-- SUPPLIED MATERIAL --

☆ ☆ ☆

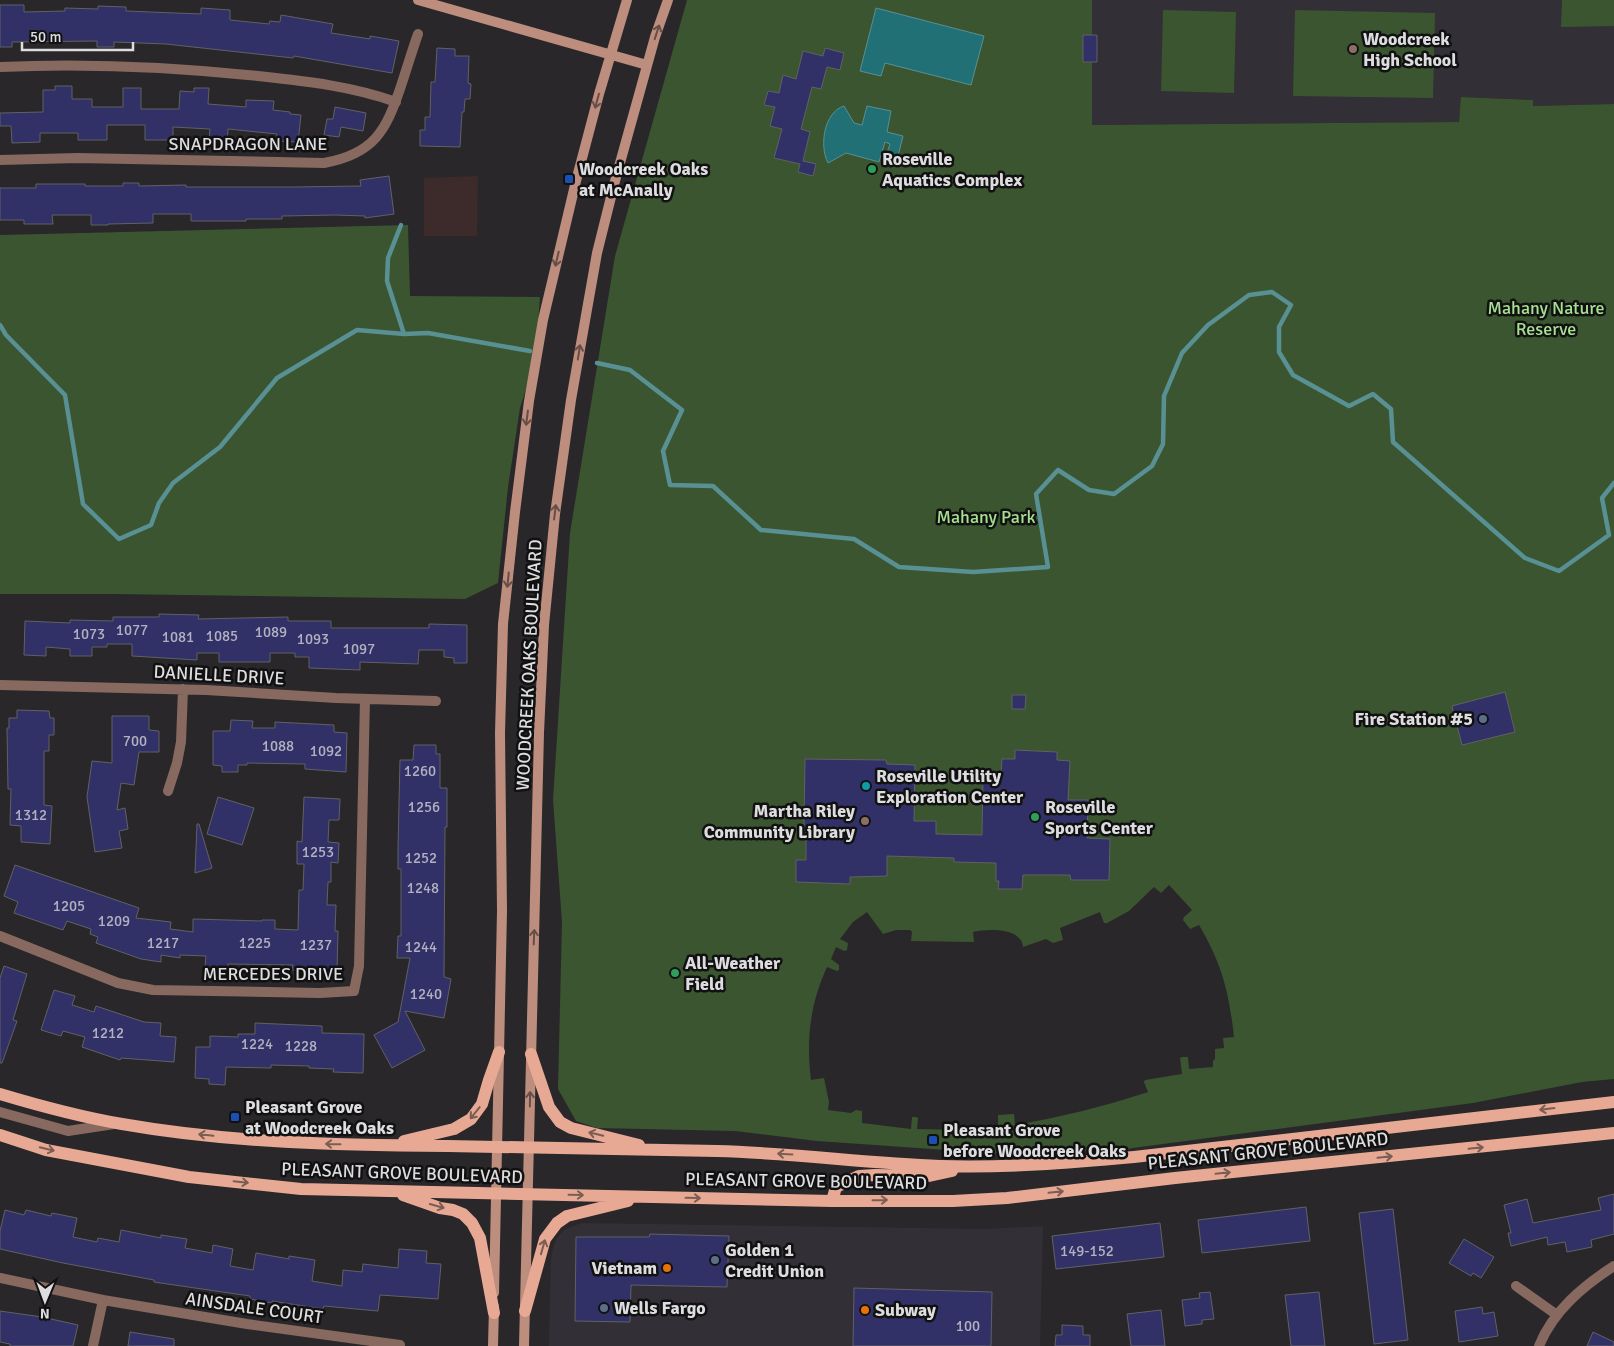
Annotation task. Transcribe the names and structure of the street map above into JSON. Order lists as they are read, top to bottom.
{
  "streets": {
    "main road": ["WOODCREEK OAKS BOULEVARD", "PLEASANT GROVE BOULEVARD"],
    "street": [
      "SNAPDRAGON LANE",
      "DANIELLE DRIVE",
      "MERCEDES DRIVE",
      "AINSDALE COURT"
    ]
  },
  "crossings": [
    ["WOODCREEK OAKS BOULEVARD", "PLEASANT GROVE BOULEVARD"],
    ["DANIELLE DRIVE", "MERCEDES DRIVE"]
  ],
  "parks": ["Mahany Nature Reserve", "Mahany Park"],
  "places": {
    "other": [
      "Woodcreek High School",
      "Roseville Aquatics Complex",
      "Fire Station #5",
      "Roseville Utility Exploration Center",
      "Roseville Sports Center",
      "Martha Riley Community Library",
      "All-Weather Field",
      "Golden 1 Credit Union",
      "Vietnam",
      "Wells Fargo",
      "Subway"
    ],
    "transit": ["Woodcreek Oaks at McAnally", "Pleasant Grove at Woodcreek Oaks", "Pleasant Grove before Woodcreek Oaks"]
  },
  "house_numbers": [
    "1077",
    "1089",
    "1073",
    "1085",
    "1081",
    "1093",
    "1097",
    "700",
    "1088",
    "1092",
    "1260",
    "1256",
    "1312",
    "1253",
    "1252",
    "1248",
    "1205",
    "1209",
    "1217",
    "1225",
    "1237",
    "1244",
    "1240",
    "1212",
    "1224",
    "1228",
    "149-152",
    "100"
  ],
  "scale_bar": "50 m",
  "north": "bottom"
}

☆ ☆ ☆

-- WORK TO COMPLETE --
Line by line, write out the records above exactly, skipping the pictures.

-- OUTPUT BELOW --
Annotation task. Transcribe the names and structure of the street map above into JSON. Order lists as they are read, top to bottom.
{
  "streets": {
    "main road": ["WOODCREEK OAKS BOULEVARD", "PLEASANT GROVE BOULEVARD"],
    "street": [
      "SNAPDRAGON LANE",
      "DANIELLE DRIVE",
      "MERCEDES DRIVE",
      "AINSDALE COURT"
    ]
  },
  "crossings": [
    ["WOODCREEK OAKS BOULEVARD", "PLEASANT GROVE BOULEVARD"],
    ["DANIELLE DRIVE", "MERCEDES DRIVE"]
  ],
  "parks": ["Mahany Nature Reserve", "Mahany Park"],
  "places": {
    "other": [
      "Woodcreek High School",
      "Roseville Aquatics Complex",
      "Fire Station #5",
      "Roseville Utility Exploration Center",
      "Roseville Sports Center",
      "Martha Riley Community Library",
      "All-Weather Field",
      "Golden 1 Credit Union",
      "Vietnam",
      "Wells Fargo",
      "Subway"
    ],
    "transit": ["Woodcreek Oaks at McAnally", "Pleasant Grove at Woodcreek Oaks", "Pleasant Grove before Woodcreek Oaks"]
  },
  "house_numbers": [
    "1077",
    "1089",
    "1073",
    "1085",
    "1081",
    "1093",
    "1097",
    "700",
    "1088",
    "1092",
    "1260",
    "1256",
    "1312",
    "1253",
    "1252",
    "1248",
    "1205",
    "1209",
    "1217",
    "1225",
    "1237",
    "1244",
    "1240",
    "1212",
    "1224",
    "1228",
    "149-152",
    "100"
  ],
  "scale_bar": "50 m",
  "north": "bottom"
}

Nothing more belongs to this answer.